[Your goal]: Below are the records; collect from them each line containing the string "function".
━━━━━━━━━━━━━━━━
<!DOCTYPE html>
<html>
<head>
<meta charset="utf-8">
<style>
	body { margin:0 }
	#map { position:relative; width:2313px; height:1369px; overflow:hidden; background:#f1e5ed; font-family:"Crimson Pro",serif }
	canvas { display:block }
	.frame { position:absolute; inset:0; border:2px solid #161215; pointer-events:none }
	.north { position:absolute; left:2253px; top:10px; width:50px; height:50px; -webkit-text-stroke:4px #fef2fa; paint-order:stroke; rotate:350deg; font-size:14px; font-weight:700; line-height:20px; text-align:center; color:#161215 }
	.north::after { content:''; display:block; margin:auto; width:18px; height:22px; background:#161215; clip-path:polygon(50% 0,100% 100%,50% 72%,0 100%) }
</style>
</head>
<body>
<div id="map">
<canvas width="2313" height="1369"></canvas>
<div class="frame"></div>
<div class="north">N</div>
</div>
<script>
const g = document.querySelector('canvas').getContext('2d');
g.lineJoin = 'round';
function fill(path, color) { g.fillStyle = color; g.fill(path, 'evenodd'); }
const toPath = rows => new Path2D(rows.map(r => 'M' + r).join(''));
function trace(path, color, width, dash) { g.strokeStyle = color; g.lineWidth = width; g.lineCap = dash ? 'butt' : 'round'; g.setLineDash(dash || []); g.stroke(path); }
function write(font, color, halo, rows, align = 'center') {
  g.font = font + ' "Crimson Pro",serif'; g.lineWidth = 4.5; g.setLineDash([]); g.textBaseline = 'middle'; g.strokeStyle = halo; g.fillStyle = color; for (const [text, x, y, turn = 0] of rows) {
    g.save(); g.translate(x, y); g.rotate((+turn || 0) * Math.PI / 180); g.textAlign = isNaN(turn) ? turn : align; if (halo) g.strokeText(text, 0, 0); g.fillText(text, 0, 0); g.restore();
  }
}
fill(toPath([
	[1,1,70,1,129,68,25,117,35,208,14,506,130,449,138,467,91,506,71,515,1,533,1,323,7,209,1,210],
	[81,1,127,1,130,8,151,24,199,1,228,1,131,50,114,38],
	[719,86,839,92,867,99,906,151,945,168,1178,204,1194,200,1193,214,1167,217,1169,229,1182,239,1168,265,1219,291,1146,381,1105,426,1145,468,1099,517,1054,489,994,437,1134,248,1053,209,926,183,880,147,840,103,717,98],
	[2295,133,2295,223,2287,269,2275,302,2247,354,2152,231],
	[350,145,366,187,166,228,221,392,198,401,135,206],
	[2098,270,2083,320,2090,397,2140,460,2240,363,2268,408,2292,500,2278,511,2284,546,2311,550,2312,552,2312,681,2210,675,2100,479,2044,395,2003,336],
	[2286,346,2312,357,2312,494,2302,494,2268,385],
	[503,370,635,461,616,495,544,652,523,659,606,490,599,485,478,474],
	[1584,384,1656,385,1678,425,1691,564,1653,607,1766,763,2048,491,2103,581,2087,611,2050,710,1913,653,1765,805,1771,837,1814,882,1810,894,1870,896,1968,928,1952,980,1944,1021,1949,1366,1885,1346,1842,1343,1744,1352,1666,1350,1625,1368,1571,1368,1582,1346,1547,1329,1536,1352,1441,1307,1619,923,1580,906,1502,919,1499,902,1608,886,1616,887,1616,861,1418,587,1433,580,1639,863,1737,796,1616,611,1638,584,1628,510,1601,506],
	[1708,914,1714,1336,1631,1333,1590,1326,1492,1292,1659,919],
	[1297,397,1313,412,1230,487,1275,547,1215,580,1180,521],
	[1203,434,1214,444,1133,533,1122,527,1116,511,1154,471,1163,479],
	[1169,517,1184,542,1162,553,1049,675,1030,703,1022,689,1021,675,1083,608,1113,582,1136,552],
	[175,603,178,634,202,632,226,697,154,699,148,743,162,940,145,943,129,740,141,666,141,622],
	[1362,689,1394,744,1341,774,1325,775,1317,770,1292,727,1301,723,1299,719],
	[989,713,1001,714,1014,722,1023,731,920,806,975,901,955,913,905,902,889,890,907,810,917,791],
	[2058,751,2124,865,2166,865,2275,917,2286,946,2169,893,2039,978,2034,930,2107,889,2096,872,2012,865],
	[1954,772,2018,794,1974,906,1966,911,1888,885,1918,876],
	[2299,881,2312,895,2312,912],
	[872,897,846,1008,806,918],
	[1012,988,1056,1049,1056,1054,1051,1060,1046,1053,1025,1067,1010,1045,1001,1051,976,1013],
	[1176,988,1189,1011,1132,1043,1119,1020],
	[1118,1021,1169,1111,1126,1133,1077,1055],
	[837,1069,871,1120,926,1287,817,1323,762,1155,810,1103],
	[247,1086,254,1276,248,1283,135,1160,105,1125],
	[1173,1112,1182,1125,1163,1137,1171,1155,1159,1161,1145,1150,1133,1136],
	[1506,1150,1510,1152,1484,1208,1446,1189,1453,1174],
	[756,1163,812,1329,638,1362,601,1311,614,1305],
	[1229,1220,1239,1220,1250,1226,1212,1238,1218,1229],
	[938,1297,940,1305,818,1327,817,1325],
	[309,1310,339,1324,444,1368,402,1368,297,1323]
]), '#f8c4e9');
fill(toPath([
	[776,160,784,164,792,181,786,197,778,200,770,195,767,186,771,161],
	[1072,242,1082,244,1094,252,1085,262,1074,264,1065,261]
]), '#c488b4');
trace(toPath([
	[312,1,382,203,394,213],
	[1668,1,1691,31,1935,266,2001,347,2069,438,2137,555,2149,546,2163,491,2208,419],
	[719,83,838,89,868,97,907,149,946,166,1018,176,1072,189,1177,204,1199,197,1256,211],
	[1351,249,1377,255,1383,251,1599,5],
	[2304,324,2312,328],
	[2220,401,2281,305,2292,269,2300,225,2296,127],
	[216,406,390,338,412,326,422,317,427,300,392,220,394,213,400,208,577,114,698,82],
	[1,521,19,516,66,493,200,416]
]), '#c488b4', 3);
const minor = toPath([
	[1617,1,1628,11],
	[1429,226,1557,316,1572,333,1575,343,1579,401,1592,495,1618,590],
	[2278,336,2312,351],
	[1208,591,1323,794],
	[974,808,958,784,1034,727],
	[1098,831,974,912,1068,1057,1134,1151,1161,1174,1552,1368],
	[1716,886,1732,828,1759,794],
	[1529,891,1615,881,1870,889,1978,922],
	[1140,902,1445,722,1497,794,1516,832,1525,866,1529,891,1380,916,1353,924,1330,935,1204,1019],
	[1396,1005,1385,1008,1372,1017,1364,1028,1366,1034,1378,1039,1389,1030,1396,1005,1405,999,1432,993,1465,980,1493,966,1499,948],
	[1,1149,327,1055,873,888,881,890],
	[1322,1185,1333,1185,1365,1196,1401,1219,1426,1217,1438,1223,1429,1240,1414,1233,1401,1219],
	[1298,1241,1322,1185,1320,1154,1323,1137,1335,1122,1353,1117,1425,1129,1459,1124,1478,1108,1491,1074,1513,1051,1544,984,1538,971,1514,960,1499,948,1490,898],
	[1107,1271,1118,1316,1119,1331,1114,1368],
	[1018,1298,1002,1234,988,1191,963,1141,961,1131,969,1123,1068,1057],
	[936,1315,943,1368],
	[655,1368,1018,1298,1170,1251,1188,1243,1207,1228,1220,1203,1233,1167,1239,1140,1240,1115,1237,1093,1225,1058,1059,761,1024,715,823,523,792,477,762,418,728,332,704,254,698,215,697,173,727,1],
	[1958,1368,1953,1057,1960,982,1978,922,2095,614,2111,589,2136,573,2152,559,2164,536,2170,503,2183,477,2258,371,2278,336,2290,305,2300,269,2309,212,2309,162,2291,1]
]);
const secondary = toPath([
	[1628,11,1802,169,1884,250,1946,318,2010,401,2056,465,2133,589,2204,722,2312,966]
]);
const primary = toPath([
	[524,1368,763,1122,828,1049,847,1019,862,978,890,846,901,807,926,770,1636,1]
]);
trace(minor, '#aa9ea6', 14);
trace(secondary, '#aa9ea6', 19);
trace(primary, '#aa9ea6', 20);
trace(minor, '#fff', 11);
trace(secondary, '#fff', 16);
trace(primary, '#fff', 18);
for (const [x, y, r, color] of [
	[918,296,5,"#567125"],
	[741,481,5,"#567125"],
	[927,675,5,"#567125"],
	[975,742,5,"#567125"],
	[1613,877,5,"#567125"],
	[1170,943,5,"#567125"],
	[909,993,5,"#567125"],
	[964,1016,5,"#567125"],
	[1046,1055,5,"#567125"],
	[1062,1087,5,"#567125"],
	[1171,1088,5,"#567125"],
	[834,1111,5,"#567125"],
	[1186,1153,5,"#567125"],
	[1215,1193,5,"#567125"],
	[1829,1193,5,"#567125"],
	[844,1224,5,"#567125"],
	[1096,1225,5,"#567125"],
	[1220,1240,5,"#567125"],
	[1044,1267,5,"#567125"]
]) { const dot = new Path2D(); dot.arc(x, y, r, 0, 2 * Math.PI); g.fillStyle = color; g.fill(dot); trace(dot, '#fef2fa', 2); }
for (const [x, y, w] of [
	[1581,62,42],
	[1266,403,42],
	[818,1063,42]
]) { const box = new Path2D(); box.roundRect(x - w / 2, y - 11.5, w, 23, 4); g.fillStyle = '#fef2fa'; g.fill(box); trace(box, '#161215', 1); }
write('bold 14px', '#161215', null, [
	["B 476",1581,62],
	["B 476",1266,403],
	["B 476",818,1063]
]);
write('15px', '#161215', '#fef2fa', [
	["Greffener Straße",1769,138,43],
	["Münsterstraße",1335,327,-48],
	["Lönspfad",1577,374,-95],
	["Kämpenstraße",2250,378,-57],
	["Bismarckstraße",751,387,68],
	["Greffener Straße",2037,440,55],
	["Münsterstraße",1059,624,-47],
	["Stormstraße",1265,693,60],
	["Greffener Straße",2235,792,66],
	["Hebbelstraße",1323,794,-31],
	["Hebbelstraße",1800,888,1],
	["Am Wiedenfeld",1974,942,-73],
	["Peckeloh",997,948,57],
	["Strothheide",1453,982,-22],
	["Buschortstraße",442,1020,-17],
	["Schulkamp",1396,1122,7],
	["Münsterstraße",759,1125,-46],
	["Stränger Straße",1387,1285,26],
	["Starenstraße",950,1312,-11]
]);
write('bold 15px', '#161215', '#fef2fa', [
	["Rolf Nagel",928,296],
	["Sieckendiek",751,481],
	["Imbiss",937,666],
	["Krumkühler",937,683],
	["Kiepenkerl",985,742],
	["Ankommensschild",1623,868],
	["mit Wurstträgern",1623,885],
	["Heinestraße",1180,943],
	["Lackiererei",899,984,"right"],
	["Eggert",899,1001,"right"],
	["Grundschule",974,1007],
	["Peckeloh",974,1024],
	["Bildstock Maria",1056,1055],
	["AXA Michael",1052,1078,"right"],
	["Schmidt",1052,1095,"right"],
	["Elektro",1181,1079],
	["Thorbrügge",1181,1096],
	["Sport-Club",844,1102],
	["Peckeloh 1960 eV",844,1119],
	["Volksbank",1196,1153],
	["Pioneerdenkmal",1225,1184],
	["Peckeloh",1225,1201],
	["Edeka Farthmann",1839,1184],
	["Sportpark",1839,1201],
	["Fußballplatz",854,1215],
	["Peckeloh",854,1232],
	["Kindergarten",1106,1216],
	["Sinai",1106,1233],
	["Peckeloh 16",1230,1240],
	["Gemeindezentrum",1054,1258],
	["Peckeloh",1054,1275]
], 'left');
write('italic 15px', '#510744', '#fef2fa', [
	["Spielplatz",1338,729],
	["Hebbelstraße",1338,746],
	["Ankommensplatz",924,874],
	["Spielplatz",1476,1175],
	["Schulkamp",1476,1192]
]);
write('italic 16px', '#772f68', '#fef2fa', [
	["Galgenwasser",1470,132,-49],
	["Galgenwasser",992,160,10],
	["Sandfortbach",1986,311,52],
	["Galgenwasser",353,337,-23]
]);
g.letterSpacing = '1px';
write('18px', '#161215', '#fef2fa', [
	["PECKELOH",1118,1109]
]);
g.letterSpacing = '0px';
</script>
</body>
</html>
━━━━━━━━━━━━━━━━
[Exercise answer]:
function fill(path, color) { g.fillStyle = color; g.fill(path, 'evenodd'); }
function trace(path, color, width, dash) { g.strokeStyle = color; g.lineWidth = width; g.lineCap = dash ? 'butt' : 'round'; g.setLineDash(dash || []); g.stroke(path); }
function write(font, color, halo, rows, align = 'center') {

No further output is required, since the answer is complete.